Texas police have been standing guard outside the home of the Texas judge who ordered the removal of all the FLDS children from the YFZ Ranch.
The heightened security was ordered after authorities from Utah and Arizona warned them to be on the lookout for FLDS "enforcers," the Deseret News has learned.
Every officer guarding Judge Barbara Walther's San Angelo house was provided dossiers and photos of 16 FLDS men and women whom Utah police deemed a threat. However, e-mails obtained by the Deseret News from the Washington County Sheriff's Office warned Texas authorities to be suspicious of everybody, not just those on the list.
"There are many individuals who are willing to give up their life for the cause and you can never underestimate what a religious fanatic is capable of," according to the e-mails, which were obtained through Texas' public records law.
Police were also keeping close tabs on witnesses, as the "enforcers" might try to "intimidate kids and other witnesses, watch foster homes where kids may be placed, bribe witnesses, appear at court hearings, and make attempts to contact FLDS kids," according to an e-mail from an investigator with the Tom Green County District Attorney's Office.
Law enforcement in Texas has been on alert since a Fundamentalist LDS Church-related Web site published Walther's home address and work and home telephone numbers.
Walther signed the original order to remove all of the FLDS children from the YFZ Ranch in April and place them in state custody.
An attorney for the FLDS Church said its followers are peaceful people and that law enforcement has nothing to worry about.
"Have they ever seen an act of intimidation or violence against law enforcement from the FLDS community at all, ever?" Rod Parker told the Deseret News. "Before they start spreading those kinds of rumors, they ought to be able to ID an example of them ever doing that in the past."
As for the threat to "pay Ms.

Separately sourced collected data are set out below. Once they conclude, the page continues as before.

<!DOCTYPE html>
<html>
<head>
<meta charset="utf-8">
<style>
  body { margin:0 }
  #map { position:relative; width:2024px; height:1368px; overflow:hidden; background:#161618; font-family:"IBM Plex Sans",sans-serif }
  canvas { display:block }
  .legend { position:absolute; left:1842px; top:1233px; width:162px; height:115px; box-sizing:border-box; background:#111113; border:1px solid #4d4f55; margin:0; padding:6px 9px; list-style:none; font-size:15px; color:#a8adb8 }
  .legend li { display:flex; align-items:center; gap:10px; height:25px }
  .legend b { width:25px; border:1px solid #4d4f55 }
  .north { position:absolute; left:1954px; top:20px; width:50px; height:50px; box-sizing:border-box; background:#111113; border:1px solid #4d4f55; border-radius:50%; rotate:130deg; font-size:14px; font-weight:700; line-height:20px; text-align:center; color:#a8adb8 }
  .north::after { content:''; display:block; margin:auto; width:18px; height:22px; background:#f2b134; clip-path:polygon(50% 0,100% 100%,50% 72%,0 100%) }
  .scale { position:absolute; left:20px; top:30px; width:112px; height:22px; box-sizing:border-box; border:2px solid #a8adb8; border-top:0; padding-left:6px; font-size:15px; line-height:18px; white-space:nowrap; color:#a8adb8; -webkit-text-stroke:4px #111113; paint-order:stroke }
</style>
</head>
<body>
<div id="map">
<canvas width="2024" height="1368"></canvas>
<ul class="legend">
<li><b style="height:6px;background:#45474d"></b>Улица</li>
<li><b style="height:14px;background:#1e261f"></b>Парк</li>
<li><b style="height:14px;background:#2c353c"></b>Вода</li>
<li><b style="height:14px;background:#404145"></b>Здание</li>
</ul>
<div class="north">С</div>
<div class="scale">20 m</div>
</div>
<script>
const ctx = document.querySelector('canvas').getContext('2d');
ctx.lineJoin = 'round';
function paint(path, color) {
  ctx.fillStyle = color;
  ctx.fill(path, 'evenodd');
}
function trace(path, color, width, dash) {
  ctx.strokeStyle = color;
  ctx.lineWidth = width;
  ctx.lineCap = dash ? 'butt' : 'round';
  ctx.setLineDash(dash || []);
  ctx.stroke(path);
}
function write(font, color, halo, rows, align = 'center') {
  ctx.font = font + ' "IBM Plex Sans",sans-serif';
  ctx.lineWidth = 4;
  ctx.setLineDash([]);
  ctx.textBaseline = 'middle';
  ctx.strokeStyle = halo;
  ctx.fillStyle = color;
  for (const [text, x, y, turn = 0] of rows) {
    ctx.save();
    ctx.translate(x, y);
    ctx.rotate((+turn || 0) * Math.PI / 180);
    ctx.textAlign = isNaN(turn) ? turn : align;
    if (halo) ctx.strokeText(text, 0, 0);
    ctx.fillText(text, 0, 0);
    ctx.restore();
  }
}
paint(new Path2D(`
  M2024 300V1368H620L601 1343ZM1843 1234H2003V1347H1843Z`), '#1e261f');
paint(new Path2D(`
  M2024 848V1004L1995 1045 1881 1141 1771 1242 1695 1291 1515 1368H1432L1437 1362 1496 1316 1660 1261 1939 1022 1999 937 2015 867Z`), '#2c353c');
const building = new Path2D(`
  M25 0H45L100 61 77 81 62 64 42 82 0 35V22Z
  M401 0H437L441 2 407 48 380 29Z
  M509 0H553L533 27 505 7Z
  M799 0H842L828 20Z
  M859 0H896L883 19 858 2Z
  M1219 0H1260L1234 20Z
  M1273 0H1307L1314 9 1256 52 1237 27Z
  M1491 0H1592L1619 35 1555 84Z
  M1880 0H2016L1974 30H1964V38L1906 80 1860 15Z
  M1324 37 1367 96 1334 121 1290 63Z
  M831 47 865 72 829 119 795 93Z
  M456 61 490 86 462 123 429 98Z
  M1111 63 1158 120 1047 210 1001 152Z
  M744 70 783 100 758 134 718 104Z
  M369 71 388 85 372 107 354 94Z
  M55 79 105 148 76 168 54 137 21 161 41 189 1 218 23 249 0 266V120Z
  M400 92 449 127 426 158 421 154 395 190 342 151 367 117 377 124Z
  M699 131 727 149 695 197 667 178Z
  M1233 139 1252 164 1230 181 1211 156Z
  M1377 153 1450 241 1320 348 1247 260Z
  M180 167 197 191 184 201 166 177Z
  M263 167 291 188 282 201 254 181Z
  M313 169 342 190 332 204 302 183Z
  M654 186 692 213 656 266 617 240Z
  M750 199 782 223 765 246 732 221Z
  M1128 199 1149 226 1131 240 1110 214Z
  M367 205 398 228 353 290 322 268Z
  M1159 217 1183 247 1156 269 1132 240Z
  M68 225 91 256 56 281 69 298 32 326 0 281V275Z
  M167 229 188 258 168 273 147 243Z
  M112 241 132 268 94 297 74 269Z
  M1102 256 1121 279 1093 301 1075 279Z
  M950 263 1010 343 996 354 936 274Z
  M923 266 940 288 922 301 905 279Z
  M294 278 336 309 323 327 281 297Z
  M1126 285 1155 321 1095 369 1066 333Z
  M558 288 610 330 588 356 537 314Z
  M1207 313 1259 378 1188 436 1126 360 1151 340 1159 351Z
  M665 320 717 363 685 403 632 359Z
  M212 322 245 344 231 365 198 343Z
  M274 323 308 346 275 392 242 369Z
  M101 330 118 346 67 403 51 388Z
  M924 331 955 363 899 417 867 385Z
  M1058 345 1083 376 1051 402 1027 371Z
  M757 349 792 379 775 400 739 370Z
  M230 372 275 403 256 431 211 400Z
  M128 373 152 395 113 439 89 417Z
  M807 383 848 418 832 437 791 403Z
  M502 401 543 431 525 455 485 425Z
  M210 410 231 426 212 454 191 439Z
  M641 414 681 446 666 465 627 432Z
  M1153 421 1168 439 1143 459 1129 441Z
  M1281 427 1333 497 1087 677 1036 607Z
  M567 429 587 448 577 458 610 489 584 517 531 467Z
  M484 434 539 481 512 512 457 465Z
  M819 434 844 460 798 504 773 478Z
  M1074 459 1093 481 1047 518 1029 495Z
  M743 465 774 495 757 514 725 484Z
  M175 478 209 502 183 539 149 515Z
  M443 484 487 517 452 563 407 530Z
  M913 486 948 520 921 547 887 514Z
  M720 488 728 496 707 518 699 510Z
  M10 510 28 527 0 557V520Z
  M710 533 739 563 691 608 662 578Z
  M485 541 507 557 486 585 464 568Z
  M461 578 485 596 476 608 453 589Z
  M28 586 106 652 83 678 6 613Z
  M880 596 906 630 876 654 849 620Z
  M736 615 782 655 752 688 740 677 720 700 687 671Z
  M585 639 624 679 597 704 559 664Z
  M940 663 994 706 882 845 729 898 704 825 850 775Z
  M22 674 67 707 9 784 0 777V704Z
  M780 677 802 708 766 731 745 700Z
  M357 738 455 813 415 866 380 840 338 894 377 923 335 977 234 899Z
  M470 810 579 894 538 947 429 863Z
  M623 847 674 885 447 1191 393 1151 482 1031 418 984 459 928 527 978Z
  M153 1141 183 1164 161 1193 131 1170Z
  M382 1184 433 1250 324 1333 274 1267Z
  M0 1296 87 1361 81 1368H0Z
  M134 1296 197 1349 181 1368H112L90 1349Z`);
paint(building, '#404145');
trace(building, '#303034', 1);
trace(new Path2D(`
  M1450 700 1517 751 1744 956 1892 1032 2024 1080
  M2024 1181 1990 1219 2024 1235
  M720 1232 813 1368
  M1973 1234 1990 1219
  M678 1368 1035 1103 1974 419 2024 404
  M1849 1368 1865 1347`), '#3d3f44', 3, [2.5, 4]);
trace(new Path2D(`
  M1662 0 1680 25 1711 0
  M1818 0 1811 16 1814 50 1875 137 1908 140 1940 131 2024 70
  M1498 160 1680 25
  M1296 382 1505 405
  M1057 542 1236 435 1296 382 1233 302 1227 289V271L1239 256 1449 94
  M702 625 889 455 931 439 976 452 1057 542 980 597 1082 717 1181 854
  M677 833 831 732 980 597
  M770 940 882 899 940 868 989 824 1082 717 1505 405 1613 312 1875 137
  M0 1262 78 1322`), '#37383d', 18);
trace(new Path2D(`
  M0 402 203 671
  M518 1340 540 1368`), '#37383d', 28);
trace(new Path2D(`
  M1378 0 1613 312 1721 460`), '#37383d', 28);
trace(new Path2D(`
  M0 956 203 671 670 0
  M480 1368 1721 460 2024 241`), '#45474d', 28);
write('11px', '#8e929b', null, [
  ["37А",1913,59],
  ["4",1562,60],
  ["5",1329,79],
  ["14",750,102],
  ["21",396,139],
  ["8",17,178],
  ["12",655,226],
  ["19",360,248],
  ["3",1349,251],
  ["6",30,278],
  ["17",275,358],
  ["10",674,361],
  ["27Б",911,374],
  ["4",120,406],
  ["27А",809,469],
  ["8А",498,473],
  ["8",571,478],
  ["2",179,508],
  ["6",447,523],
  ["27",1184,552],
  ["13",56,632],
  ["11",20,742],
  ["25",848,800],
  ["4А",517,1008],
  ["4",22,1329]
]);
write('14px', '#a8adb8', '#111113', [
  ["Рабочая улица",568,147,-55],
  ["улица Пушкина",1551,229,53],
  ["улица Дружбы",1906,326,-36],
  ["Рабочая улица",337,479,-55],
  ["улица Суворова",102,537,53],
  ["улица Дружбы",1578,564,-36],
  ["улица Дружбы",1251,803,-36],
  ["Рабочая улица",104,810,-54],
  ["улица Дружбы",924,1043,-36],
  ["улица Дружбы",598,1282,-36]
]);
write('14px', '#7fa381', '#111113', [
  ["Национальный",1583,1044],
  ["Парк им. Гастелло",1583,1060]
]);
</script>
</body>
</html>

Walther's home a visit," on the site www.flds.ws, Parker said the site is not sanctioned by the FLDS Church. The site is run by Bill Medvecky, a Fort Myers, Fla., man who has donated to the fund for captive FLDS children, Parker said.
Once Parker told church leaders that the post could be construed as a threat, they contacted Medvecky and had him remove the judge's address, he said.
However, Walther's work and phone numbers are still listed on the Web site. The site calls Walther the "leader of the Gestapo," and includes a link to a petition to impeach the judge.
Medvecky doesn't see the harm in publishing Walther's address on the Internet. After all, it's in the phone book, he said.
"They are not confrontational whatsoever. I am," Medvecky told the Deseret News. "They are not me, and they have nothing to do with the site. We support them 100 percent."
Texas law enforcement wasn't aware of the threat until early June, but the dossiers "regarding any FLDS members who may engage in acts of intimidation or violence against law enforcement and/or potential witnesses" started circulating April 16.
The dossiers track individuals in FLDS leader Warren Jeffs' circle of trust, as well as a few "wild cards" that make Utah authorities "uncomfortable."
The list includes Willie Jessop, who has acted as one of the main spokesmen for the FLDS Church after the April 3 raid on the Yearning For Zion Ranch. The dossier calls him William Roy Jessop "the most serious threat associated with the FLDS religion."
Others included on the list are Lyle Steed Jeffs, Warren Jeffs' brother; and Lindsay Hammon Barlow, who witnesses described as Warren Jeffs' "muscle," among others.